Some equipment is more revealing of differences than others. Some individuals' hearing better able to identify subtle sonic differences than others. Some of the ability can be learned, but some is innate. You either have it or you don't. If you have it, you can train it to be of further value to you.
A good spotter can, by natural hearing alone, identify range, direction, and elevation of a report or other sound sometimes better than any instrumentation in adverse field conditions. You're born with that ability, but then you have to train and develop it.
As a photographer, in the old days, I learned how to develop my ability to accurately judge distances. We were shooting with wire frame 4x5 cameras. You could get awesome action/spontaneous photos by setting your distance and exposure values before hand, then in a large venue you could hang out on the sidelines, and when your gut told you that action might be about to take place, you could start walking towards it and when your preset distance exactly coincided with the developing action you could fire away, and you were all set. No fiddling with focus and exposure values, you could just concentrate on the action and framing it properly, etc.
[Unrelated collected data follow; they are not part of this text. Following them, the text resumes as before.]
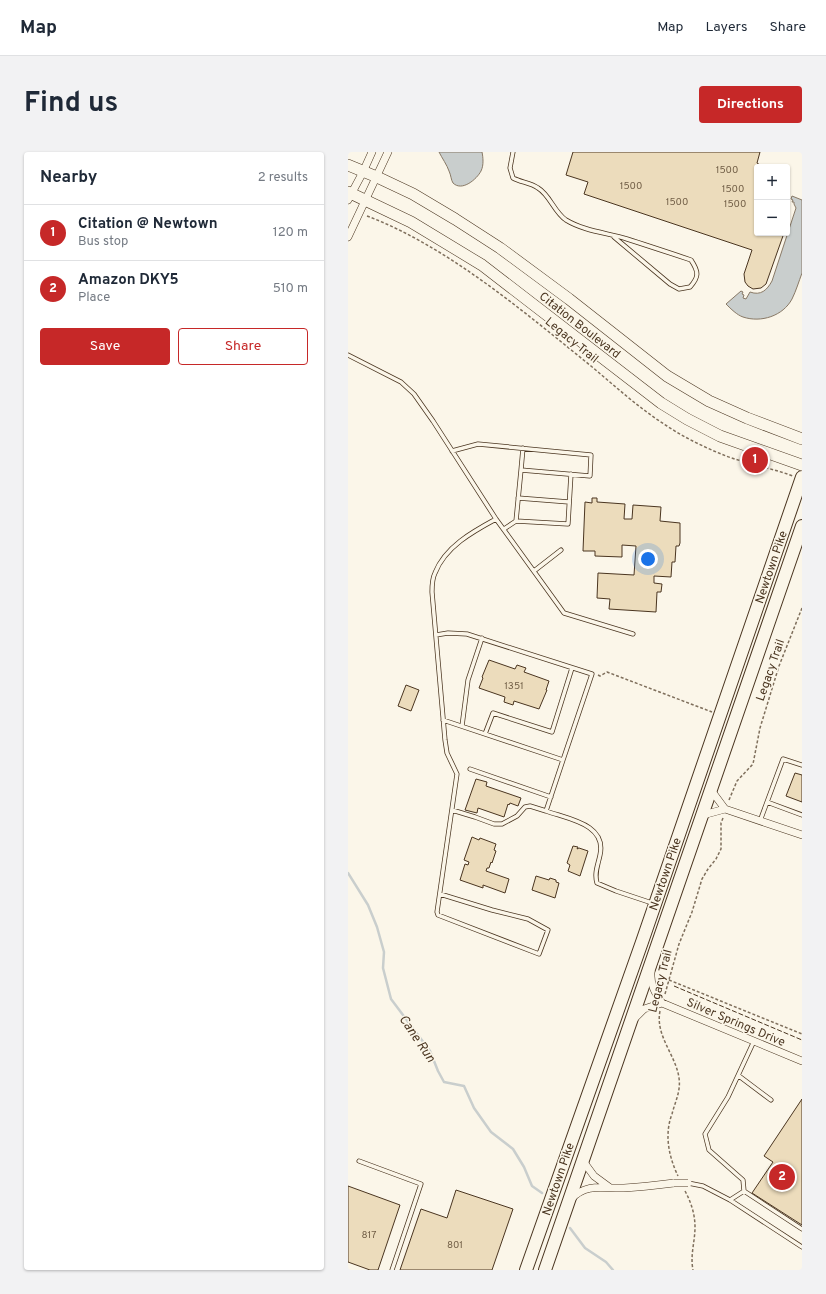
<!DOCTYPE html>
<html lang="en">
<head>
<meta charset="utf-8">
<style>
  :root { --surface:#fff; --page:#f2f2f3; --text:#1f2937; --muted:#747a83; --line:#e0e1e3; --accent:#c62828 }
  body { margin:0; font-family:Overpass,sans-serif; background:var(--page); color:var(--text) }
  .controls { position:absolute; right:12px; top:12px; display:grid; overflow:hidden; border-radius:4px; box-shadow:0 1px 3px #0004 }
  .controls button { width:36px; height:36px; display:grid; place-items:center; padding:0; border:0; border-bottom:1px solid var(--line); background:var(--surface); color:var(--text); font:20px sans-serif }
  .you { position:absolute; left:300px; top:407px; width:14px; height:14px; margin:-10px; border:3px solid #fff; border-radius:50%; background:#1a73e8; box-shadow:0 0 0 6px #1a73e833 }
  .badge { display:grid; place-items:center; width:26px; height:26px; border-radius:50%; background:var(--accent); color:#fff; font-size:13px; font-weight:700 }
  .pin { position:absolute; translate:-50% -50%; border:2px solid #fff; box-shadow:0 1px 4px #0006 }
  .list { margin:0; padding:0; list-style:none }
  h2 { display:flex; justify-content:space-between; align-items:center; height:52px; margin:0; padding:0 16px; font-size:17px }
  h2 small { font-size:13px; font-weight:400; color:var(--muted) }
  .list li { display:grid; grid-template-columns:26px 1fr auto; gap:12px; align-items:center; box-sizing:border-box; height:56px; padding:0 16px; border-top:1px solid var(--line) }
  .list b { display:block; font-size:15px; white-space:nowrap }
  .list p { margin:0; font-size:13px; white-space:nowrap; color:var(--muted) }
  .list em { font-size:13px; font-style:normal; color:var(--muted) }
  .actions { display:flex; gap:8px; padding:12px 16px }
  .actions a { flex:1; padding:9px 0; border:1px solid var(--accent); border-radius:4px; text-align:center; font-size:14px; color:var(--accent) }
  .actions .main { background:var(--accent); color:#fff }
  .map { position:relative; flex:none; width:454px; height:1118px; overflow:hidden; border-radius:4px }
  header { display:flex; align-items:center; gap:24px; box-sizing:border-box; height:56px; padding:0 20px; background:var(--surface); border-bottom:1px solid var(--line) }
  header strong { font-size:19px }
  nav { display:flex; gap:22px; margin-inline-start:auto; font-size:14px }
  .intro { display:flex; align-items:center; justify-content:space-between; box-sizing:border-box; height:96px; padding:0 24px }
  h1 { margin:0; font-size:28px }
  .button { padding:10px 18px; border-radius:4px; background:var(--accent); color:#fff; font-size:14px; font-weight:700 }
  main { display:flex; gap:24px; padding:0 24px }
  aside { flex:1; background:var(--surface); border-radius:4px; box-shadow:0 1px 3px #0004 }
  .map>svg:first-child { display:block }
  .water { fill:#c9cecd; stroke:#887966 }
  .lines { fill:none; stroke-linecap:round; stroke-linejoin:round }
  .stream { stroke:#c9cecd; stroke-width:2.5 }
  .building { fill:#ecdcbc; stroke:#4a3520 }
  .service-casing { stroke:#4a3520; stroke-width:5 }
  .minor-casing { stroke:#4a3520; stroke-width:8 }
  .secondary-casing { stroke:#4a3520; stroke-width:12 }
  .trunk-casing { stroke:#4a3520; stroke-width:14 }
  .path { stroke:#7f6f5c; stroke-width:1.5; stroke-dasharray:3 2; stroke-linecap:butt }
  .service { stroke:#fbf6e9; stroke-width:3.5 }
  .minor { stroke:#fbf6e9; stroke-width:7 }
  .secondary { stroke:#fbf6e9; stroke-width:11 }
  .trunk { stroke:#fbf6e9; stroke-width:12 }
  .minor-bridge-casing { stroke:#4a3520; stroke-width:8; stroke-linecap:butt }
  .minor-bridge { stroke:#fbf6e9; stroke-width:7 }
  .fence { stroke:#4a3520; stroke-width:1; stroke-dasharray:5 2; stroke-linecap:butt }
  .labels { text-anchor:middle; stroke-width:3; stroke-linejoin:round; paint-order:stroke }
  .number-label { font-size:10px; fill:#725f47 }
  .street-label { font-size:12px; fill:#4a3520; stroke:#fbf6e9 }
  .water-label { font-size:13px; font-style:italic; fill:#4a3520; stroke:#fbf6e9 }
</style>
</head>
<body>
<header>
<strong>Map</strong>
<nav><a>Map</a><a>Layers</a><a>Share</a></nav>
</header>
<div class="intro"><h1>Find us</h1><a class="button">Directions</a></div>
<main>
<aside>
<h2>Nearby<small>2 results</small></h2>
<ul class="list">
<li><span class="badge">1</span><div><b>Citation @ Newtown</b><p>Bus stop</p></div><em>120 m</em></li>
<li><span class="badge">2</span><div><b>Amazon DKY5</b><p>Place</p></div><em>510 m</em></li>
</ul>
<div class="actions"><a class="main">Save</a><a>Share</a></div>
</aside>
<div class="map">
<svg width="454" height="1118" viewBox="0 0 454 1118">
  <rect width="100%" height="100%" fill="#fbf6e9"/>
  <!-- water -->
  <path class="water" d="M91,0H134C135,5 136,13 133,19C129,27 114,40 105,31C103,28 103,23 101,19C99,13 94,6 91,0Z
    M444,44L454,48V121C451,129 448,139 444,147C435,164 413,171 395,165C389,163 383,157 378,152L393,139L395,140L394,142L396,143L395,146L398,147L402,140C413,144 419,138 424,129L448,56L446,52V50H444L445,48L443,47Z"/>
  <g class="lines">
    <!-- stream -->
    <path class="stream" d="M0,721L20,753L29,775L36,800L35,816L43,847L82,899L90,919L96,930L116,934L126,956L143,980L165,997L176,1015L184,1034L194,1041
      M222,1076L237,1096L258,1110L265,1118"/>
  </g>
  <!-- building -->
  <path class="building" d="M225,0H412L409,11L412,13L411,15H409V81H436L418,132L413,136L405,137L400,134L397,130L396,122L404,98L236,42L240,30L218,23Z
    M244,346H249V350L277,352L276,367H284L285,353L313,355L312,369L332,371V391L331,394H328L327,410H324L323,425L306,424V431L314,432L313,440H309L308,460L261,457L262,447L249,446L250,421L286,423L288,394L274,393V405L247,404V399H235L237,350L244,351Z
    M141,508L167,517L169,513L178,516L176,520L201,529L198,538H199L191,557L166,549L165,553L156,550L157,545L131,536L135,526L134,525Z
    M58,533L71,538L63,559L50,554Z
    M447,621L454,623V650L438,644Z
    M128,627L139,630L138,634L173,646L170,654L162,651L161,653L160,652L156,665L130,656L129,661L117,658Z
    M124,685L131,688L132,686L148,692L146,698L148,699L144,711L143,710L141,716H139L138,719L161,727L157,741L135,733V736L112,728L117,712L120,713L121,710L116,708Z
    M225,694L230,695L229,697L231,696L240,699L232,724L220,719L222,713L219,711Z
    M188,724L201,728L202,726L208,728V730L211,731L207,746L184,738Z
    M454,947V1073L404,1041L425,1010L416,1004Z
    M0,1034L52,1053L30,1118H22L0,1110Z
    M108,1038L165,1057L144,1118H52L73,1057L99,1066Z"/>
  <g class="lines">
    <!-- service casing -->
    <g class="service-casing">
      <path id="service" d="M165,0L162,16L165,26C172,30 183,31 190,36C202,43 206,60 218,68C236,79 260,81 279,87C301,94 322,101 343,108C351,120 351,125 342,135L331,137L322,132L266,85
        M0,203L53,230L66,242L85,269L148,367C124,380 97,395 87,421C84,427 84,434 84,440L97,588L99,601L109,622L89,760L90,763L191,802L200,778L180,767L144,758L92,742
        M104,299L130,292L243,303L242,324L173,318L175,296
        M173,318L168,369L220,372L223,322
        M170,346L221,350
        M148,367L216,461L285,482
        M156,377L168,369
        M186,419L213,398
        M88,483L100,481L119,482L244,522L215,608L95,568
        M114,574L120,528L134,486
        M137,582L145,561L204,580L224,516
        M215,608L198,659C220,667 259,672 252,703C250,713 246,721 249,731L268,739L304,751
        M122,617L203,645
        M419,650L454,663
        M104,658L127,665L146,672H154L169,664L177,655L182,654L198,659
        M412,669L435,607L454,613
        M406,889L380,945L357,982L361,998L395,1028L396,1039L454,1077
        M391,924L423,948
        M11,1009L73,1032L44,1118
        M340,1031L355,1034L382,1048L454,1095
        M382,1048L396,1039"/>
    </g>
    <!-- minor casing -->
    <g class="minor-casing">
      <path id="minor" d="M0,48L15,20L24,0
        M0,85L40,0
        M363,638L377,657L454,683
        M355,663L377,657
        M303,820C302,832 307,841 314,851L454,909
        M287,866L296,857L314,851
        M235,1009L246,1024L261,1035
        M223,1047C239,1030 257,1037 276,1036C293,1035 310,1033 326,1031"/>
    </g>
    <!-- secondary casing -->
    <g class="secondary-casing">
      <path id="secondary" d="M0,13L29,25L65,42L107,67L152,96L221,147L319,224L361,249L399,266L454,287
        M0,40L63,70L134,113L313,251L339,267L372,284L454,313"/>
    </g>
    <!-- trunk casing -->
    <g class="trunk-casing">
      <path id="trunk" d="M178,1118L294,790L454,325
        M197,1118L454,374"/>
    </g>
    <!-- path -->
    <path class="path" d="M19,64C99,94 176,160 243,214C268,235 292,257 319,274C337,286 358,296 378,304C400,312 423,316 445,324
      M250,523L252,524L259,520L364,560
      M381,648L389,629L405,612L412,576L431,514L454,456
      M321,828L454,882
      M317,842L331,792L344,760L354,727L360,717L368,707L373,697V671L375,666
      M312,859C307,884 328,903 331,926C333,939 327,950 324,962C316,983 321,1005 330,1024
      M337,1039C343,1050 347,1062 347,1075C347,1090 342,1103 345,1118"/>
    <!-- service -->
    <use href="#service" class="service"/>
    <!-- minor -->
    <use href="#minor" class="minor"/>
    <!-- secondary -->
    <use href="#secondary" class="secondary"/>
    <!-- trunk -->
    <use href="#trunk" class="trunk"/>
    <!-- minor-bridge casing -->
    <g class="minor-bridge-casing">
      <path id="minor-bridge" d="M326,1031H340"/>
    </g>
    <!-- minor-bridge -->
    <use href="#minor-bridge" class="minor-bridge"/>
    <!-- fence -->
    <path class="fence" d="M326,834L454,888"/>
  </g>
  <g class="labels">
    <!-- number labels -->
    <g class="number-label">
      <text x="379" y="21">1500</text>
      <text x="283" y="37">1500</text>
      <text x="385" y="40">1500</text>
      <text x="329" y="53">1500</text>
      <text x="387" y="55">1500</text>
      <text x="166" y="537">1351</text>
      <text x="21" y="1086">817</text>
      <text x="107" y="1096">801</text>
    </g>
    <!-- street labels -->
    <g class="street-label">
      <text transform="translate(232 173) rotate(38)" y="4">Citation Boulevard</text>
      <text transform="translate(224 188) rotate(39)" y="4">Legacy Trail</text>
      <text transform="translate(423 415) rotate(-71)" y="4">Newtown Pike</text>
      <text transform="translate(422 518) rotate(-71)" y="4">Legacy Trail</text>
      <text transform="translate(317 722) rotate(-71)" y="4">Newtown Pike</text>
      <text transform="translate(312 829) rotate(-76)" y="4">Legacy Trail</text>
      <text transform="translate(388 870) rotate(23)" y="4">Silver Springs Drive</text>
      <text transform="translate(210 1027) rotate(-71)" y="4">Newtown Pike</text>
    </g>
    <!-- water labels -->
    <g class="water-label">
      <text transform="translate(70 886) rotate(56)" y="5">Cane Run</text>
    </g>
  </g>
</svg>
<div class="controls">
<button>+</button>
<button>−</button>
</div>
<div class="you"></div>
<div class="pin badge" style="left:407px;top:308px">1</div>
<div class="pin badge" style="left:434px;top:1025px">2</div>
</div>
</main>
</body>
</html>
Much of that technique was taught/learned, but if I didn't have stereophonic vision to start with, there would no use training for that skill. It just wouldn't happen.
So we have to be aware of our abilities and limits and work within that envelope to maximize benefit.
Then if we work together/cooperate with one another and rely on someone else who has strengths where we have weaknesses, and they, us, our combined effort is far more powerful than all of us working as individuals. Ego's have no place in this sort of co-op society. Honor and personal integrity do.